─── Source material

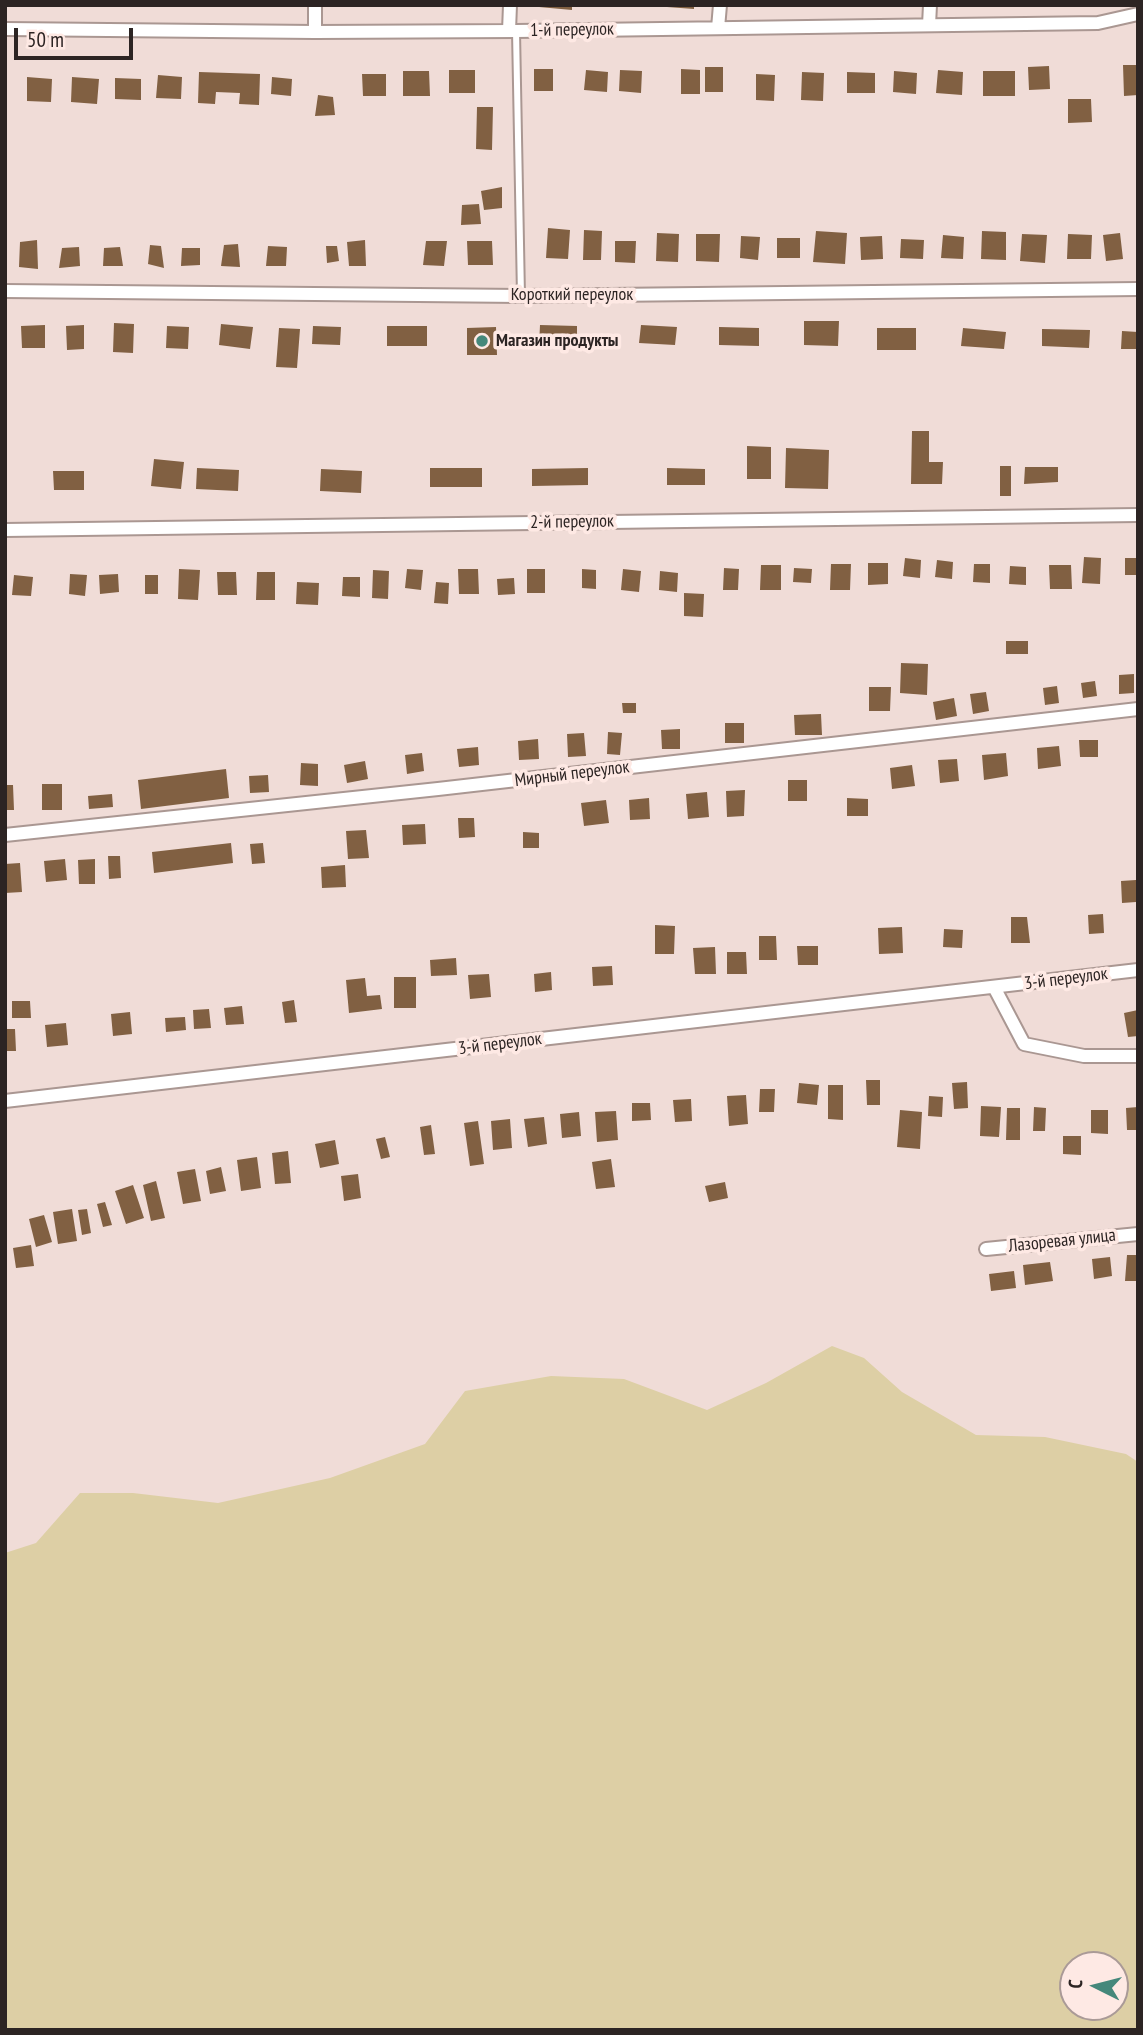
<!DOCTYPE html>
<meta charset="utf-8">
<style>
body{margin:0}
#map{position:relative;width:1143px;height:2035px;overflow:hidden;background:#f0dcd7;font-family:"PT Sans Narrow",sans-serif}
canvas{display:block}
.frame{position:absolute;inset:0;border:7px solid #2c2423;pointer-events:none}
.north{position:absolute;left:1059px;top:1951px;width:70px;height:70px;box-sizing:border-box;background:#fee9e4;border:2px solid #aa9a97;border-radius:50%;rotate:276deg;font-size:19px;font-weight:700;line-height:28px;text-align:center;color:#2c2423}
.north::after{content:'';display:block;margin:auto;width:24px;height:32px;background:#45887b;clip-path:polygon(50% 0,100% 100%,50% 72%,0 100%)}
.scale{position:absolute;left:14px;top:28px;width:119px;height:32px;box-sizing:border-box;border:4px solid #2c2423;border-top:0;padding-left:9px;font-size:21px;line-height:24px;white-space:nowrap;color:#2c2423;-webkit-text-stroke:5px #fee9e4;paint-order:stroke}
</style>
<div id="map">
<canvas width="1143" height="2035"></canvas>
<div class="frame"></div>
<div class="north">С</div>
<div class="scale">50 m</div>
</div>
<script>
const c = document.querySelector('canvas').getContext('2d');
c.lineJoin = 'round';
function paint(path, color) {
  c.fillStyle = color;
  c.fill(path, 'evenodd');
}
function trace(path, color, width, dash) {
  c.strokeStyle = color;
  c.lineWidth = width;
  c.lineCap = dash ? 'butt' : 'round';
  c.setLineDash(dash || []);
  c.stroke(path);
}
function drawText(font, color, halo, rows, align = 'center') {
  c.font = font + ' "PT Sans Narrow",sans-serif';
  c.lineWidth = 7;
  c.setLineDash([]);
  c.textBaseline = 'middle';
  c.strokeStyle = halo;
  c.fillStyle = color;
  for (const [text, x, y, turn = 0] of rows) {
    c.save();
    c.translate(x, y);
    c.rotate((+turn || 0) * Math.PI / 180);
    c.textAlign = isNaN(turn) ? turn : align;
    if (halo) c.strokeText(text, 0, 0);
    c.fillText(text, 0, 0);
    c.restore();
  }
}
const green = new Path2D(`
 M832 1346 864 1358 902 1392 976 1435 1045 1437 1126 1454 1138 1462V2030H5V1553L36 1543 80 1493H133L218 1503 330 1478 425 1444 465 1391 551 1376 624 1379 707 1410 766 1383ZM1073 1965H1115V2007H1073Z`);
const building = new Path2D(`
 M539 5H572V10L539 7Z
 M667 5H694V9L667 7Z
 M1123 65H1138V95L1124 96Z
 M1049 66 1050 89 1029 90 1028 67Z
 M705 67H723V92H705Z
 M534 69H553V91H534Z
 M681 69 700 70V94H681Z
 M449 70H475V93H449Z
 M586 70 608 72 607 92 584 90Z
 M620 70 642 71 641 93 619 91Z
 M938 70 963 72 962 95 936 93Z
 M403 71H429L430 96H403Z
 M894 71 917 73 916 94 893 92Z
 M983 71H1015V96H983Z
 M199 72 260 74 259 105 239 104 240 93 216 92 215 104 198 103Z
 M802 72 824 73 823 101 801 100Z
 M847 72 875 73V93H847Z
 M362 74H386V96H363Z
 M756 74 775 75 774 101 756 100Z
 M158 75 182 77 181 99 156 98Z
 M27 77 52 79 51 102 27 101Z
 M72 77 99 79 97 104 71 102Z
 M272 77 292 79 291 96 271 94Z
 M115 78 141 79V100L115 99Z
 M318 95 333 97 335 115 315 116Z
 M1068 99H1091L1092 122 1068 123Z
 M477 107H493L492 150 476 149Z
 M502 187V208L484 210 481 191Z
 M479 204 481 224 461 225 462 205Z
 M548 228 570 230 568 259 546 258Z
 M584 230 602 231 601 260H583Z
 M816 231 847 233 845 264 813 262Z
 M982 231 1006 232V260L981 259Z
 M657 233 679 234 678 262 656 261Z
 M1120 233 1123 259 1106 261 1103 235Z
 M696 234H720L719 262 696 261Z
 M1022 234 1047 235 1045 263 1020 261Z
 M1068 234 1092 235 1091 259H1067Z
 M943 235 964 237 963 259 941 258Z
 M741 236 760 237 758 260 740 258Z
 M882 236 883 259 861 260 860 237Z
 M777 238H800V258H777Z
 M901 239 924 240 923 259 900 258Z
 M37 240 38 269 19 267 20 242Z
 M365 240 366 266H349L347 242Z
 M426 241H447L444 266 423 265Z
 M467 241H492L493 265H468Z
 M615 241H636L635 263 615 262Z
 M238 244 240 267 221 266 224 245Z
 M150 245 161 246 164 268 148 264Z
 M268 246 287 247 286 266H266Z
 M326 246H337L339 261 327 263Z
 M79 247 80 266 59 268 62 248Z
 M120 247 123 266H103L104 248Z
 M182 248H200V265L181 266Z
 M804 321H839L838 346 804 345Z
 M114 323 134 324 133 353 113 352Z
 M221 324 253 327 250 349 219 345Z
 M45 325V348H22L21 326Z
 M84 325V349L67 350 66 326Z
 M540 325 577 326V348L539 346Z
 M641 325 677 327 675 345 639 343Z
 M167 326 189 327 188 349 166 348Z
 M313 326 341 327 340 345 312 344Z
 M387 326H427V346H387Z
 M496 327 497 355H467V328Z
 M719 327 759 328V346L719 345Z
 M279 328 300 329 297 368 276 367Z
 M877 328H916V350H877Z
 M963 328 1006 332 1004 349 961 346Z
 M1042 329 1090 330 1089 348 1042 346Z
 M1122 331 1138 332V349H1121Z
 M912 431H929V462H943L942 484H911Z
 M747 446 771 447V479H747Z
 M786 448 829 450 828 489 785 488Z
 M154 459 184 462 181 489 151 486Z
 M1000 466H1011V496H1000Z
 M1025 467H1058V482L1024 484Z
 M197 468 239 470 238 491 196 489Z
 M430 468H482V487H430Z
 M588 468V485L532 486V469Z
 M667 468 705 469V485H667Z
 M321 469 362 471 361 493 320 491Z
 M53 471H84V490H54Z
 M1084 557 1101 558 1100 584 1082 583Z
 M905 558 921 560 920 578 903 576Z
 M1125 558H1138V575H1125Z
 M937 560 953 562 952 579 935 577Z
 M868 563H888V584L868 585Z
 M831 564H851L850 590H830Z
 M974 564H990V583L973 582Z
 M761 565H781V590H760Z
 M1049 565H1071L1072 589H1050Z
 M1010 566 1026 567V585L1009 584Z
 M724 568 739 569 738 590H723Z
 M794 568 812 569 811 583 793 582Z
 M179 569 200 570 198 600 178 599Z
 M407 569 423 570 421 590 405 588Z
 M458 569H478L479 594H459Z
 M527 569H545V593H527Z
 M582 569 596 570V589L582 588Z
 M623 569 641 571 639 592 621 590Z
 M373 570 389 571 388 599 372 598Z
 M660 571 678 573 677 592 659 590Z
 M217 572H236L237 595H218Z
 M257 572H275V600H256Z
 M70 574 87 575 85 596 69 594Z
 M118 574 119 592 100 594 99 575Z
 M14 575 33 577 31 596 12 595Z
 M145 575H158V594H145Z
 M343 577H360V597L342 596Z
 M514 578 515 594 498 595 497 579Z
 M297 582 319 583 318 605 296 604Z
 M436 582 449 583 448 604 434 603Z
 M684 593 704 594 703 617 684 616Z
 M1006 641H1028V654H1006Z
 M901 663 928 664 927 695 900 693Z
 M1134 674V693L1119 694V675Z
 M1095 681 1097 696 1083 698 1081 683Z
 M1057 686 1059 703 1045 705 1043 688Z
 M869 687H891L890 711H869Z
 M986 692 989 711 973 714 970 694Z
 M954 698 957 716 936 720 933 702Z
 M622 703H636V713H623Z
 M821 714 822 735H795L794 715Z
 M725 723H744V743H725Z
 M680 729V749H662L661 730Z
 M608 732 622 733 620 755 607 754Z
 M584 733 586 756 568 757 567 734Z
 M538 739 539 759 519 760 518 741Z
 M1079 740H1098V757H1080Z
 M1059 746 1061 766 1038 769 1037 748Z
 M478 747 479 765 459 767 457 749Z
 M422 753 424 771 407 774 405 755Z
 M1006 753 1008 776 984 780 982 755Z
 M957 759 959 781 940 783 938 760Z
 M365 761 368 779 347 783 344 765Z
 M301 763 318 764V786L300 785Z
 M912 765 915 786 892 789 890 768Z
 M226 769 229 798 141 809 138 780Z
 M268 775 269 792 250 793 249 776Z
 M788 780H807V801H788Z
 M42 784H62V810H42Z
 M5 785H13L14 810H5Z
 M745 790 744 816 727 817 726 791Z
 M707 792 709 817 688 819 686 794Z
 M112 794 113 807 89 809 88 796Z
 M649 798 650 819 630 820 629 800Z
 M847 798 868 799V816H847Z
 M606 800 609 823 584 826 581 803Z
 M458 818H474L475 837 459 838Z
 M425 824 426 844 403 845 402 825Z
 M366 830 369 858 348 859 346 831Z
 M523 832 539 833V848H523Z
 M231 843 233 863 154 873 152 852Z
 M263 843 265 863 252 864 250 844Z
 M108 856H120L121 878 109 879Z
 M65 859 67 880 46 882 44 861Z
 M95 859V884H79L78 860Z
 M20 863 22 892 5 893V864Z
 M345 865 346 887 322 888 321 867Z
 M1136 880V902L1122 903 1121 881Z
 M1103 914 1104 933 1089 934 1088 915Z
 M1011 917H1027L1030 943H1011Z
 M655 925 675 926 674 954H655Z
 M902 927 903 953 879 954 878 928Z
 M944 929 963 930 962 948 943 947Z
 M759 936H776L777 960H759Z
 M797 946H818V965H798Z
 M715 947 716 974H695L693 948Z
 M727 952H746L747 974H727Z
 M456 958 457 975 431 976 430 960Z
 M612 966 613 985 593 986 592 967Z
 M551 972 552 990 535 992 534 974Z
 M489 974 491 997 470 999 468 975Z
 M394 977H416V1008H394Z
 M365 978 367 996 380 995 382 1009 349 1013 346 980Z
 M294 1000 297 1022 285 1023 282 1002Z
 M12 1001H30L31 1018H12Z
 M242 1006 244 1024 226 1025 224 1008Z
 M209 1009 211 1028 194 1029 193 1010Z
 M1138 1010V1036L1128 1037 1124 1013Z
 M130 1012 132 1034 113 1036 111 1014Z
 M185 1017 186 1030 166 1032 165 1018Z
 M66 1023 68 1045 47 1047 45 1025Z
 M5 1029H15L16 1051H5Z
 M866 1080H880V1105H867Z
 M967 1082 968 1108 954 1109 952 1083Z
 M799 1083 819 1085 817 1105 797 1103Z
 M828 1085H843V1120L828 1119Z
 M760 1089H775L774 1112H759Z
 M746 1095 748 1124 729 1126 727 1096Z
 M929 1096 943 1097 942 1117 928 1116Z
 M691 1099 692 1121 675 1122 673 1100Z
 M632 1103H650L651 1120 632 1121Z
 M981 1106 1001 1107 999 1137 980 1136Z
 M1034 1107 1046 1108 1045 1131H1033Z
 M1138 1107V1130H1127L1126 1108Z
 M1007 1108H1020V1140H1006Z
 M900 1110 922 1112 920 1149 897 1147Z
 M1091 1110H1108V1134L1091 1133Z
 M616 1111 618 1140 597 1142 595 1112Z
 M579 1112 581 1136 562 1138 560 1114Z
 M544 1117 547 1144 528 1147 524 1119Z
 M510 1119 512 1148 493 1150 491 1121Z
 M478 1121 484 1164 470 1166 464 1123Z
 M431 1125 435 1154 424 1155 420 1127Z
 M1063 1136H1081V1155L1063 1154Z
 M385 1137 390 1157 381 1159 376 1139Z
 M335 1140 339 1164 320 1168 315 1144Z
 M288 1151 291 1183 275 1184 272 1153Z
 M257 1157 261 1188 241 1191 237 1160Z
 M611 1159 615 1187 596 1189 592 1162Z
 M221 1167 226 1191 210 1194 206 1171Z
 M195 1169 201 1201 183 1204 177 1172Z
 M358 1174 361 1198 344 1201 341 1176Z
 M156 1181 165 1218 151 1221 143 1185Z
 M725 1182 728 1198 709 1202 705 1186Z
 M133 1185 144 1218 126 1224 115 1191Z
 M105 1202 112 1225 103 1227 97 1204Z
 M72 1209 77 1241 58 1244 53 1212Z
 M87 1209 91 1233 82 1235 78 1210Z
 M44 1215 52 1242 36 1247 29 1219Z
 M31 1245 34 1266 16 1268 13 1248Z
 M1127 1255H1138V1281H1125Z
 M1110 1257 1112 1276 1094 1279 1092 1259Z
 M1050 1262 1053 1281 1025 1285 1023 1265Z
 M1014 1271 1016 1288 991 1291 989 1274Z`);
const service = new Path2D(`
 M516 31 521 296`);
const minor = new Path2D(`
 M929 25 930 5
 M718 28 720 5
 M5 29 315 32 516 31 1098 23 1138 14
 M509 31 510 5
 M315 32V5
 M5 291 521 296 1138 289
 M5 530 1138 515
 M5 835 438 789 1138 709
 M994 987 1024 1044 1084 1056H1138
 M5 1101 1138 970
 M986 1249 1138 1234`);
const markers = [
 [482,341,7,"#45887b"]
];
const streetNames = [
 ["1-й переулок",572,30,-1],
 ["Короткий переулок",572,295],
 ["2-й переулок",572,522,-1],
 ["Мирный переулок",572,774,-7],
 ["3-й переулок",1066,979,-7],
 ["3-й переулок",500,1044,-7],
 ["Лазоревая улица",1062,1241,-6]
];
const poiNames = [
 ["Магазин продукты",496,341]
];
paint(green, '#ddcfa5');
paint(building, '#816042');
trace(service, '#aa9792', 10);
trace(minor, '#aa9792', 16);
trace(service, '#fff', 6);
trace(minor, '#fff', 12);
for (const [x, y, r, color] of markers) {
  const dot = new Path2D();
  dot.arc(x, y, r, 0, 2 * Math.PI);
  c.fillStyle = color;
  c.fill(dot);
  trace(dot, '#fee9e4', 2.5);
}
drawText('18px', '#2c2423', '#fee9e4', streetNames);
drawText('bold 18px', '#2c2423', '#fee9e4', poiNames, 'left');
</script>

──────

Prompt
Starting at the line that has "M1079 740H1098V757H1080Z" and ending at the line that has "M929 1096 943 1097 942 1117 928 1116Z", please write out the lines above exactly, leaving out all others.

Answer space
 M1079 740H1098V757H1080Z
 M1059 746 1061 766 1038 769 1037 748Z
 M478 747 479 765 459 767 457 749Z
 M422 753 424 771 407 774 405 755Z
 M1006 753 1008 776 984 780 982 755Z
 M957 759 959 781 940 783 938 760Z
 M365 761 368 779 347 783 344 765Z
 M301 763 318 764V786L300 785Z
 M912 765 915 786 892 789 890 768Z
 M226 769 229 798 141 809 138 780Z
 M268 775 269 792 250 793 249 776Z
 M788 780H807V801H788Z
 M42 784H62V810H42Z
 M5 785H13L14 810H5Z
 M745 790 744 816 727 817 726 791Z
 M707 792 709 817 688 819 686 794Z
 M112 794 113 807 89 809 88 796Z
 M649 798 650 819 630 820 629 800Z
 M847 798 868 799V816H847Z
 M606 800 609 823 584 826 581 803Z
 M458 818H474L475 837 459 838Z
 M425 824 426 844 403 845 402 825Z
 M366 830 369 858 348 859 346 831Z
 M523 832 539 833V848H523Z
 M231 843 233 863 154 873 152 852Z
 M263 843 265 863 252 864 250 844Z
 M108 856H120L121 878 109 879Z
 M65 859 67 880 46 882 44 861Z
 M95 859V884H79L78 860Z
 M20 863 22 892 5 893V864Z
 M345 865 346 887 322 888 321 867Z
 M1136 880V902L1122 903 1121 881Z
 M1103 914 1104 933 1089 934 1088 915Z
 M1011 917H1027L1030 943H1011Z
 M655 925 675 926 674 954H655Z
 M902 927 903 953 879 954 878 928Z
 M944 929 963 930 962 948 943 947Z
 M759 936H776L777 960H759Z
 M797 946H818V965H798Z
 M715 947 716 974H695L693 948Z
 M727 952H746L747 974H727Z
 M456 958 457 975 431 976 430 960Z
 M612 966 613 985 593 986 592 967Z
 M551 972 552 990 535 992 534 974Z
 M489 974 491 997 470 999 468 975Z
 M394 977H416V1008H394Z
 M365 978 367 996 380 995 382 1009 349 1013 346 980Z
 M294 1000 297 1022 285 1023 282 1002Z
 M12 1001H30L31 1018H12Z
 M242 1006 244 1024 226 1025 224 1008Z
 M209 1009 211 1028 194 1029 193 1010Z
 M1138 1010V1036L1128 1037 1124 1013Z
 M130 1012 132 1034 113 1036 111 1014Z
 M185 1017 186 1030 166 1032 165 1018Z
 M66 1023 68 1045 47 1047 45 1025Z
 M5 1029H15L16 1051H5Z
 M866 1080H880V1105H867Z
 M967 1082 968 1108 954 1109 952 1083Z
 M799 1083 819 1085 817 1105 797 1103Z
 M828 1085H843V1120L828 1119Z
 M760 1089H775L774 1112H759Z
 M746 1095 748 1124 729 1126 727 1096Z
 M929 1096 943 1097 942 1117 928 1116Z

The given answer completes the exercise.